======== Records to process ========

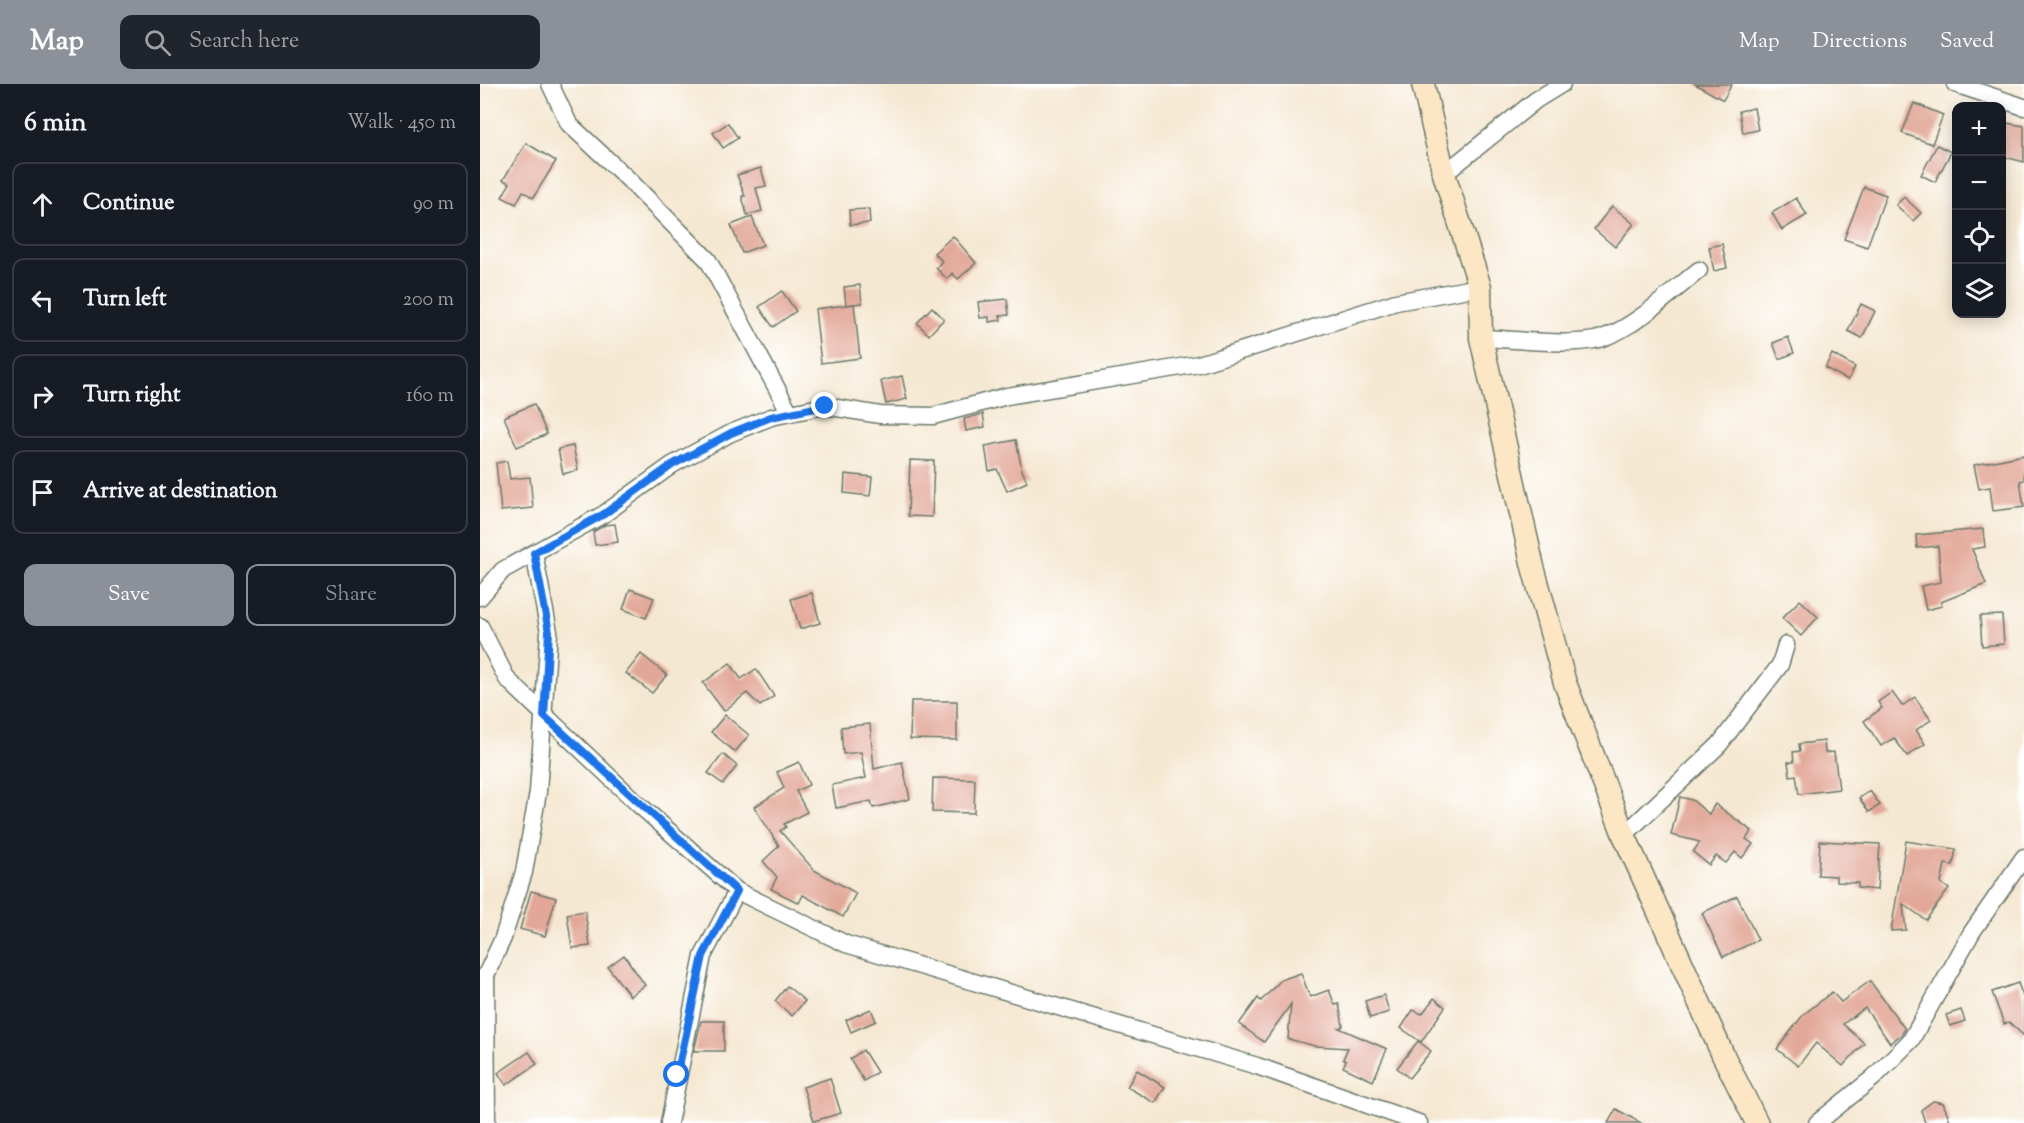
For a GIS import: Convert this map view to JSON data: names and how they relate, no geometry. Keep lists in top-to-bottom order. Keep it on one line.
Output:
{"page":{"header":"Map","search":"Search here","nav":["Map","Directions","Saved"],"heading":["6 min","Walk · 450 m"],"map_buttons":["+","−"],"list":[["Continue","90 m"],["Turn left","200 m"],["Turn right","160 m"],"Arrive at destination"],"buttons":["Save","Share"]}}
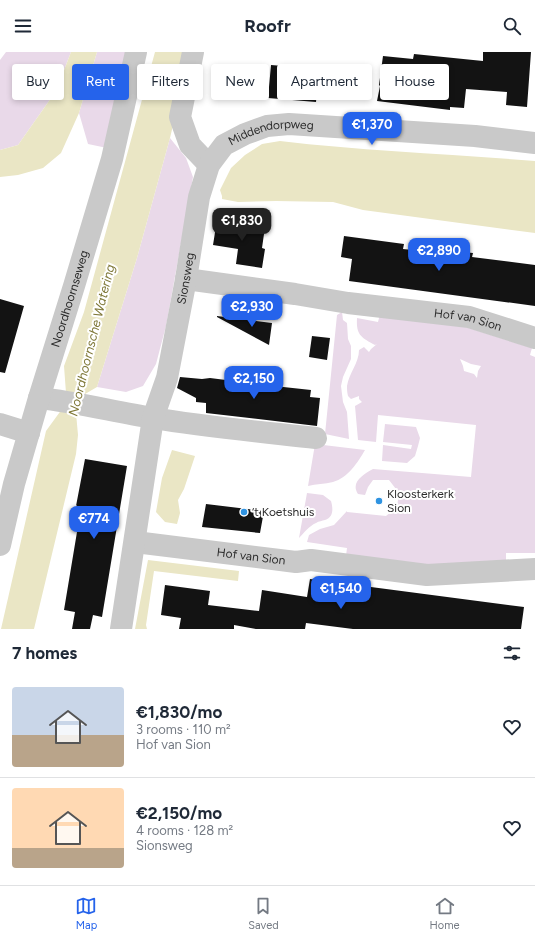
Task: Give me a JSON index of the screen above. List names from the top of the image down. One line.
{"streets":{"street":["Middendorpweg","Sionsweg","Noordhoornseweg","Hof van Sion"]},"crossings":[["Middendorpweg","Sionsweg"],["Sionsweg","Hof van Sion"]],"water":["Noordhoornsche Watering"],"places":["Kloosterkerk Sion","‘t Koetshuis"],"page":{"header":"Roofr","chip":["Buy","Rent","Filters","New","Apartment","House"],"price":["€1,370","€1,830","€2,890","€2,930","€2,150","€774","€1,540"],"heading":"7 homes","list":[{"name":"€1,830/mo","note":"3 rooms · 110 m² · Hof van Sion"},{"name":"€2,150/mo","note":"4 rooms · 128 m² · Sionsweg"}],"tabs":["Map","Saved","Home"]}}
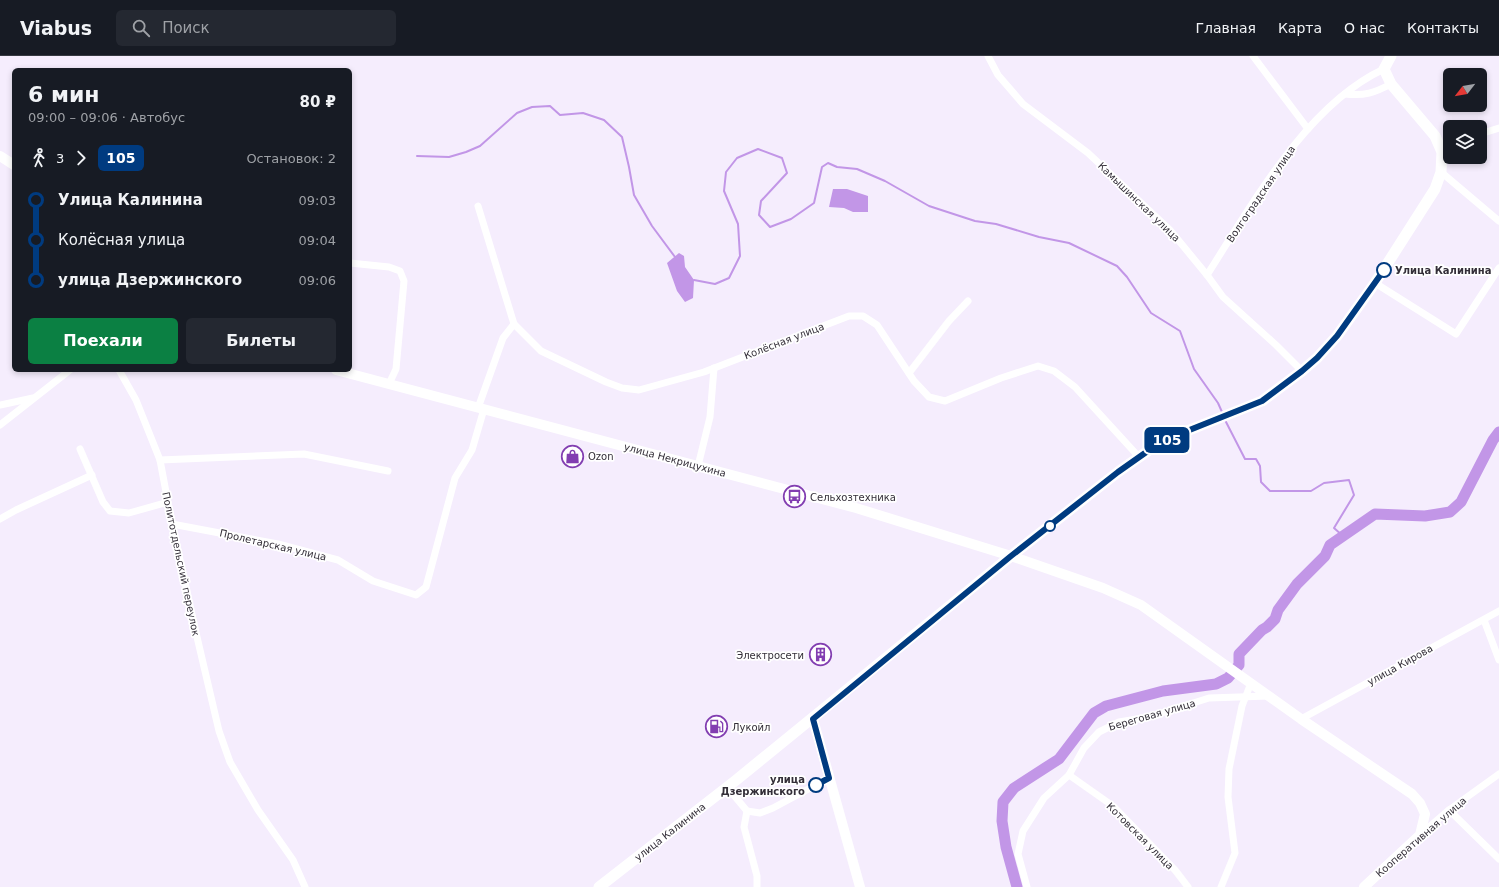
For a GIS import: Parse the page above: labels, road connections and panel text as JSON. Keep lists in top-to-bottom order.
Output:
{
  "streets": {
    "main road": ["улица Калинина"],
    "street": [
      "Волгоградская улица",
      "Камышинская улица",
      "Колёсная улица",
      "улица Некрицухина",
      "Пролетарская улица",
      "Политотдельский переулок",
      "улица Кирова",
      "Береговая улица",
      "Котовская улица",
      "Кооперативная улица"
    ]
  },
  "crossings": [
    ["Волгоградская улица", "Камышинская улица"],
    ["Волгоградская улица", "улица Калинина"],
    ["Камышинская улица", "улица Калинина"],
    ["Колёсная улица", "улица Калинина"],
    ["улица Некрицухина", "Пролетарская улица"],
    ["улица Некрицухина", "улица Калинина"],
    ["Пролетарская улица", "Политотдельский переулок"],
    ["Береговая улица", "Котовская улица"]
  ],
  "places": {
    "other": ["Улица Калинина", "улица Дзержинского"],
    "shop": ["Ozon"],
    "bus stop": ["Сельхозтехника"],
    "building": ["Электросети"],
    "fuel station": ["Лукойл"]
  },
  "lines": ["bus line 105"],
  "north": "bottom left",
  "page": {
    "header": "Viabus",
    "search": "Поиск",
    "nav": [
      "Главная",
      "Карта",
      "О нас",
      "Контакты"
    ],
    "on_map": "105",
    "heading": ["6 мин", "09:00 – 09:06 · Автобус", "80 ₽"],
    "legs": ["3", "105", "Остановок: 2"],
    "list": [
      {
        "name": "Улица Калинина",
        "value": "09:03"
      },
      {
        "name": "Колёсная улица",
        "value": "09:04"
      },
      {
        "name": "улица Дзержинского",
        "value": "09:06"
      }
    ],
    "buttons": ["Поехали", "Билеты"]
  }
}
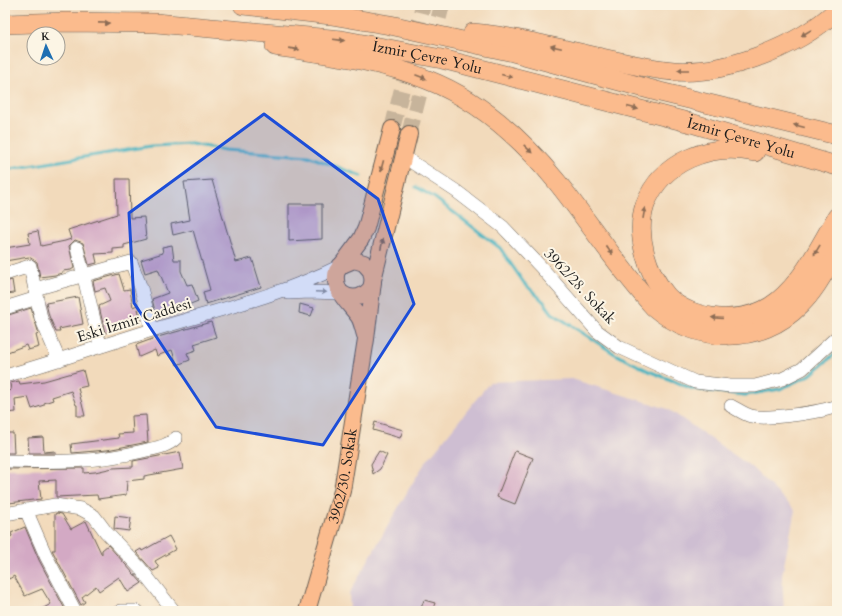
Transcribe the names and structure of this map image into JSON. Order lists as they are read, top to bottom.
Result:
{
  "streets": {
    "highway": ["İzmir Çevre Yolu"],
    "main road": ["3962/30. Sokak"],
    "street": ["3962/28. Sokak", "Eski İzmir Caddesi"]
  },
  "crossings": [
    ["3962/28. Sokak", "3962/30. Sokak"],
    ["Eski İzmir Caddesi", "3962/30. Sokak"]
  ],
  "north": "top"
}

========

#### Exercise description
Repeat the records word for word and drop any pictures.

#### Solution for this exercise
For a GIS import: Convert this map view to JSON data: names and how they relate, no geometry. Keep lists in top-to-bottom order. Keep it on one line.
Output:
{"page":{"header":"Map","search":"Search here","nav":["Map","Directions","Saved"],"heading":["6 min","Walk · 450 m"],"map_buttons":["+","−"],"list":[["Continue","90 m"],["Turn left","200 m"],["Turn right","160 m"],"Arrive at destination"],"buttons":["Save","Share"]}}
Task: Give me a JSON index of the screen above. List names from the top of the image down. One line.
{"streets":{"street":["Middendorpweg","Sionsweg","Noordhoornseweg","Hof van Sion"]},"crossings":[["Middendorpweg","Sionsweg"],["Sionsweg","Hof van Sion"]],"water":["Noordhoornsche Watering"],"places":["Kloosterkerk Sion","‘t Koetshuis"],"page":{"header":"Roofr","chip":["Buy","Rent","Filters","New","Apartment","House"],"price":["€1,370","€1,830","€2,890","€2,930","€2,150","€774","€1,540"],"heading":"7 homes","list":[{"name":"€1,830/mo","note":"3 rooms · 110 m² · Hof van Sion"},{"name":"€2,150/mo","note":"4 rooms · 128 m² · Sionsweg"}],"tabs":["Map","Saved","Home"]}}
For a GIS import: Parse the page above: labels, road connections and panel text as JSON. Keep lists in top-to-bottom order.
Output:
{
  "streets": {
    "main road": ["улица Калинина"],
    "street": [
      "Волгоградская улица",
      "Камышинская улица",
      "Колёсная улица",
      "улица Некрицухина",
      "Пролетарская улица",
      "Политотдельский переулок",
      "улица Кирова",
      "Береговая улица",
      "Котовская улица",
      "Кооперативная улица"
    ]
  },
  "crossings": [
    ["Волгоградская улица", "Камышинская улица"],
    ["Волгоградская улица", "улица Калинина"],
    ["Камышинская улица", "улица Калинина"],
    ["Колёсная улица", "улица Калинина"],
    ["улица Некрицухина", "Пролетарская улица"],
    ["улица Некрицухина", "улица Калинина"],
    ["Пролетарская улица", "Политотдельский переулок"],
    ["Береговая улица", "Котовская улица"]
  ],
  "places": {
    "other": ["Улица Калинина", "улица Дзержинского"],
    "shop": ["Ozon"],
    "bus stop": ["Сельхозтехника"],
    "building": ["Электросети"],
    "fuel station": ["Лукойл"]
  },
  "lines": ["bus line 105"],
  "north": "bottom left",
  "page": {
    "header": "Viabus",
    "search": "Поиск",
    "nav": [
      "Главная",
      "Карта",
      "О нас",
      "Контакты"
    ],
    "on_map": "105",
    "heading": ["6 мин", "09:00 – 09:06 · Автобус", "80 ₽"],
    "legs": ["3", "105", "Остановок: 2"],
    "list": [
      {
        "name": "Улица Калинина",
        "value": "09:03"
      },
      {
        "name": "Колёсная улица",
        "value": "09:04"
      },
      {
        "name": "улица Дзержинского",
        "value": "09:06"
      }
    ],
    "buttons": ["Поехали", "Билеты"]
  }
}
Transcribe the names and structure of this map image into JSON. Order lists as they are read, top to bottom.
Result:
{
  "streets": {
    "highway": ["İzmir Çevre Yolu"],
    "main road": ["3962/30. Sokak"],
    "street": ["3962/28. Sokak", "Eski İzmir Caddesi"]
  },
  "crossings": [
    ["3962/28. Sokak", "3962/30. Sokak"],
    ["Eski İzmir Caddesi", "3962/30. Sokak"]
  ],
  "north": "top"
}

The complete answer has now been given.